Which is the more loving action: to correct, rebuke, encourage, restore and instruct, or to accept, avoid, ignore, allow and excuse? Is it loving to leave someone in the trap of the devil?
We are living in a time when people do not like correction, and don’t appreciate a rebuke. This time is predicted in Scripture, again in II Timothy, in chapter 3: “1But mark this: There will be terrible times in the last days. 2People will be lovers of themselves, lovers of money, boastful, proud, abusive, disobedient to their parents, ungrateful, unholy, 3without love, unforgiving, slanderous, without self-control, brutal, not lovers of the good, 4treacherous, rash, conceited, lovers of pleasure rather than lovers of God— 5having a form of godliness but denying its power. Have nothing to do with them. 6They are the kind who worm their way into homes and gain control over weak-willed women, who are loaded down with sins and are swayed by all kinds of evil desires, 7always learning but never able to acknowledge the truth” (NIV, italics added for emphasis). That kind of talk is often called “being judgmental.” I contend, however, that it is not judgmental to recognize the presence of evil or the enemy’s deception. What is judgmental is to equate someone’s nature to the presence of the enemy’s lies in them. In other words, if I decide a person is a “bad” person, I am judging, and acting in the place of Jesus, Who is the judge of the living and the dead. However, if I recognize that a person’s behavior is “bad” or “sin” and I confront and correct the behavior, and rebuke the enemy, I am using the discernment the Holy Spirit has provided, and I am loving that person enough to partner with God in the hope God will help them get out of the deception. A diamond covered in coal is still a diamond; you just can’t see it for the blackness around it, and as a result the beauty of the diamond is lost, unless the coal can be chipped away. It is love to stand with God against the enemy’s schemes, on behalf of the one you love, to help point out the coal.
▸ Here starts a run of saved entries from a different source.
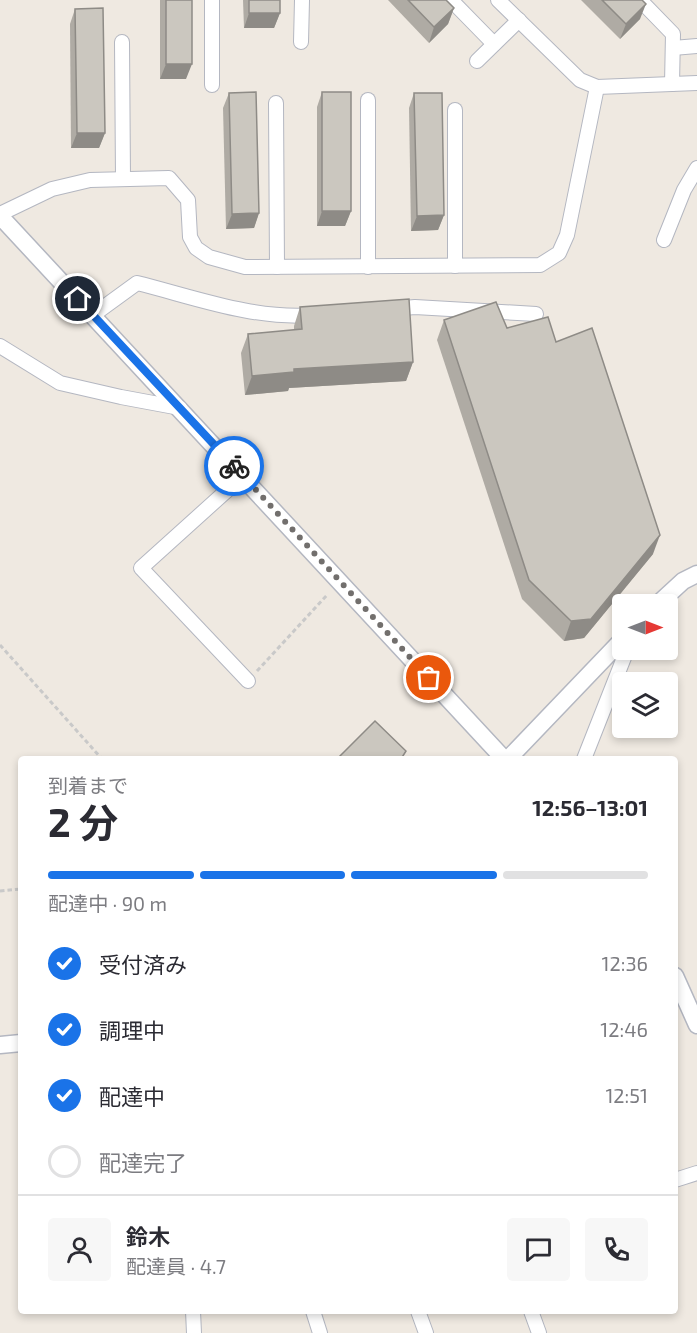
<!DOCTYPE html>
<html lang="ja">
<head>
<meta charset="utf-8">
<style>
  body { margin:0; font-family:"Exo 2","Noto Sans JP",sans-serif; background:#f7f7f7; color:#2b2b33; height:100vh; display:flex; flex-direction:column; font-size:22px; white-space:nowrap }
  * { box-sizing:border-box; margin:0 }
  p { font-size:20px; color:#7c7c81 }
  .icon { flex:none; width:33px; height:33px; fill:none; stroke:currentColor; stroke-width:2; stroke-linecap:round; stroke-linejoin:round }
  .map { position:relative; flex:1; overflow:hidden }
  .panel { position:absolute; left:18px; top:756px; width:660px; height:558px; display:flex; flex-direction:column; background:#fff; border-radius:6px; box-shadow:0 3px 9px #0003 }
  .panel>* { flex:none }
  .needle { width:39px; rotate:90deg }
  .buttons { position:absolute; left:612px; top:594px; display:grid; gap:12px }
  .buttons a { display:grid; place-items:center; width:66px; height:66px; border-radius:6px; background:#fff; box-shadow:0 3px 9px #0003; font-size:30px }
  .pin { position:absolute; display:grid; place-items:center; width:51px; height:51px; color:#fff; margin:-26px; border:3px solid #fff; border-radius:50%; box-shadow:0 2px 6px #0007 }
  .courier { position:absolute; display:grid; place-items:center; width:60px; height:60px; margin:-30px; border:4px solid #1a73e8; border-radius:50%; background:#fff; color:#222; box-shadow:0 2px 8px #0007 }
  .head em { font-style:normal; font-weight:700 }
  .head div { display:flex; flex-direction:column-reverse }
  .head { display:flex; align-items:center; justify-content:space-between; height:102px; padding:0 30px }
  h1 { font-size:39px; font-weight:700; line-height:45px }
  .bar { display:grid; grid-template-columns:repeat(4,1fr); gap:9px 6px; align-content:center; height:72px; padding:0 30px }
  .bar i { height:8px; border-radius:4px; background:#e1e1e2 }
  .bar .on { background:#1a73e8 }
  .bar p { grid-column:span 4 }
  .line { display:flex; align-items:center; gap:15px; padding:0 30px; border-top:2px solid #e1e1e2 }
  .line div { flex:1 }
  .round { display:grid; place-items:center; flex:none; width:63px; height:63px; border-radius:6px; background:#f7f7f7 }
  ol { padding:0 30px; list-style:none }
  li { display:flex; align-items:center; gap:18px; height:66px }
  li p { margin-inline-start:auto }
  li .icon { padding:6px; border-radius:50%; background:#1a73e8; color:#fff; stroke-width:4 }
  li:last-child { color:#7c7c81 }
  li i { width:33px; height:33px; border:3px solid #e1e1e2; border-radius:50% }
  .map>svg:first-child { display:block }
</style>
</head>
<body>
<div class="map">
<svg width="697" height="1333" viewBox="0 0 697 1333">
  <rect width="100%" height="100%" fill="#efe9e1"/>
  <g fill="none" stroke-linecap="round" stroke-linejoin="round">
    <defs>
      <g id="minor">
        <path d="M451,0L494,44"/>
        <path d="M498,0L580,80L597,87L697,83"/>
        <path d="M640,0L673,34L672,84"/>
        <path d="M122,42L123,179"/>
        <path d="M301,42L302,0"/>
        <path d="M673,48L697,46"/>
        <path d="M477,61L519,20"/>
        <path d="M212,85V0"/>
        <path d="M368,100V267"/>
        <path d="M276,103L277,267"/>
        <path d="M455,110V266"/>
        <path d="M0,214L52,189L90,180L169,178L188,200L190,237L196,248L209,257L245,267L540,265L559,253L567,235L597,87"/>
        <path d="M664,240L684,190L697,168"/>
        <path d="M393,309L415,307L536,314"/>
        <path d="M93,315L137,283C194,297 254,320 314,315"/>
        <path d="M0,346L60,383L121,397L180,408"/>
        <path d="M243,476L141,568L248,681"/>
        <path d="M584,759L627,650"/>
        <path d="M675,1180L697,1173"/>
        <path d="M193,1311L194,1333"/>
        <path d="M313,1311L320,1333"/>
        <path d="M418,1311L426,1333"/>
        <path d="M531,1311L539,1333"/>
      </g>
      <g id="tertiary">
        <path d="M0,216L504,759"/>
        <path d="M658,604L683,581L697,574"/>
        <path d="M508,759L622,640"/>
        <path d="M675,976L697,1025"/>
        <path d="M0,1045L21,1043"/>
      </g>
    </defs>
    <use href="#minor" stroke="#b4b7c1" stroke-width="16"/>
    <use href="#tertiary" stroke="#b4b7c1" stroke-width="19"/>
    <g stroke="#c9c9c9" stroke-width="3" stroke-dasharray="4.5 3" stroke-linecap="butt">
      <path d="M0,645L102,759"/>
      <path d="M257,671L328,594"/>
      <path d="M0,891L21,889"/>
    </g>
    <use href="#minor" stroke="#fff" stroke-width="14"/>
    <use href="#tertiary" stroke="#fff" stroke-width="16"/>
  </g>
  <g fill="#afaba4">
    <path d="M160,0H192L186,79H160Z"/>
    <path d="M243,0H280V13L274,28H244Z"/>
    <path d="M388,0H446L454,8L448,24L429,43Z"/>
    <path d="M581,0H642L640,19L620,39Z"/>
    <path d="M75,9L105,133L99,148H71L70,24Z"/>
    <path d="M322,92L351,211L345,226H317V107Z"/>
    <path d="M229,93L259,213L254,228L226,229L223,108Z"/>
    <path d="M414,93L444,215L438,230L411,231L409,108Z"/>
    <path d="M300,307L413,362L406,381L289,388L288,391L245,395L241,353L248,334L294,330V326Z"/>
    <path d="M444,320L507,328L556,342L653,554L584,638L564,641L522,599L437,340Z"/>
  </g>
  <g fill="#8e8b86">
    <path d="M646,4L640,19L620,39L626,24Z"/>
    <path d="M454,8L448,24L429,43L434,27Z"/>
    <path d="M249,13H280L274,28H244Z"/>
    <path d="M166,64H192L186,79H160Z"/>
    <path d="M77,133H105L99,148H71Z"/>
    <path d="M322,211H351L345,226H317Z"/>
    <path d="M259,213L254,228L226,229L232,214Z"/>
    <path d="M444,215L438,230L411,231L417,216Z"/>
    <path d="M413,362L406,381L289,388L288,391L245,395L252,376L294,369Z"/>
    <path d="M660,535L653,554L584,638L564,641L571,621Z"/>
  </g>
  <g fill="#cbc7bf" stroke="#8e8b86" stroke-width="1.5">
    <rect x="166" y="0" width="26" height="64"/>
    <rect x="249" y="0" width="31" height="13"/>
    <path d="M408,0H446L454,8L434,27Z"/>
    <path d="M602,0H642L646,4L626,24Z"/>
    <path d="M103,8L105,133H77L75,9Z"/>
    <path d="M256,92L259,213L232,214L229,93Z"/>
    <rect x="322" y="92" width="29" height="119"/>
    <path d="M414,93H442L444,215L417,216Z"/>
    <path d="M409,299L413,362L294,369V372L252,376L248,334L302,329L300,307Z"/>
    <path d="M496,302L507,328L548,317L556,342L592,328L660,535L591,619L571,621L529,580L444,320Z"/>
    <path d="M375,721L406,751L401,759H337Z"/>
  </g>
  <g fill="none" stroke-linecap="round" stroke-linejoin="round">
    <path stroke="#726f6d" stroke-width="6" stroke-dasharray="0 10.8" d="M234,466L429,678"/>
    <path stroke="#1a73e8" stroke-width="8" d="M78,299L234,466"/>
  </g>
</svg>
<div class="buttons">
<a><svg class="needle" viewBox="-14 -14 28 28"><path d="M0-13l5 13h-10z" fill="#e53935"/><path d="M0 13l5-13h-10z" fill="#7c7c81"/></svg></a>
<a><svg class="icon" aria-label="layers" viewBox="0 0 24 24"><path d="M12 4l9 5-9 5-9-5zM3 14l9 5 9-5"/></svg></a>
</div>
<div class="pin" style="left:429px;top:678px;background:#ea580c"><svg class="icon" aria-label="bag" viewBox="0 0 24 24"><path d="M5 8h14l-1 12H6zM9 8a3 3 0 0 1 6 0"/></svg></div>
<div class="pin" style="left:78px;top:299px;background:#1f2937"><svg class="icon" aria-label="home" viewBox="0 0 24 24"><path d="M3 11l9-7 9 7M6 9v11h12V9"/></svg></div>
<div class="courier" style="left:234px;top:466px"><svg class="icon" aria-label="bike" viewBox="0 0 24 24"><circle cx="6" cy="16" r="4"/><circle cx="18" cy="16" r="4"/><path d="M6 16l4-8h5l3 8M10 8l3 8H6M13 5h3"/></svg></div>
<section class="panel">
<div class="head"><div><h1>2 分</h1><p>到着まで</p></div><em>12:56–13:01</em></div>
<div class="bar"><i class="on"></i><i class="on"></i><i class="on"></i><i></i><p>配達中 · 90 m</p></div>
<ol>
<li><svg class="icon" aria-label="check" viewBox="0 0 24 24"><path d="M5 12l5 5 9-10"/></svg>受付済み<p>12:36</p></li>
<li><svg class="icon" aria-label="check" viewBox="0 0 24 24"><path d="M5 12l5 5 9-10"/></svg>調理中<p>12:46</p></li>
<li><svg class="icon" aria-label="check" viewBox="0 0 24 24"><path d="M5 12l5 5 9-10"/></svg>配達中<p>12:51</p></li>
<li><i></i>配達完了</li>
</ol>
<div class="line" style="height:108px"><a class="round"><svg class="icon" aria-label="person" viewBox="0 0 24 24"><circle cx="12" cy="8" r="4"/><path d="M4 21q1-7 8-7t8 7"/></svg></a><div><b>鈴木</b><p>配達員 · 4.7</p></div><a class="round"><svg class="icon" aria-label="chat" viewBox="0 0 24 24"><path d="M4 5h16v11H9l-5 4z"/></svg></a><a class="round"><svg class="icon" aria-label="phone" viewBox="0 0 24 24"><path d="M5 4h4l2 5-3 2q2 4 5 5l2-3 5 2v4C11 20 4 13 5 4z"/></svg></a></div>
</section>
</div>
</body>
</html>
A question I must ask myself is: do I love that person enough to risk their rejection, or is their acceptance of me more important to me than their best interest, maybe even their soul? For in correcting a brother, there is always the possibility of rejection, and the rejection of the correction may take the form of a rejection of me, particularly if that person is in the middle of an enemy deception. Jesus demonstrated selfless love in every area – with the prostitutes and tax collectors, and with the Pharisees and teachers of the law; with Peter and with Paul. His confrontation and correction was just as much His love as was the cross.
Proverbs 10:17 He who heeds discipline shows the way to life, but whoever ignores correction leads others astray.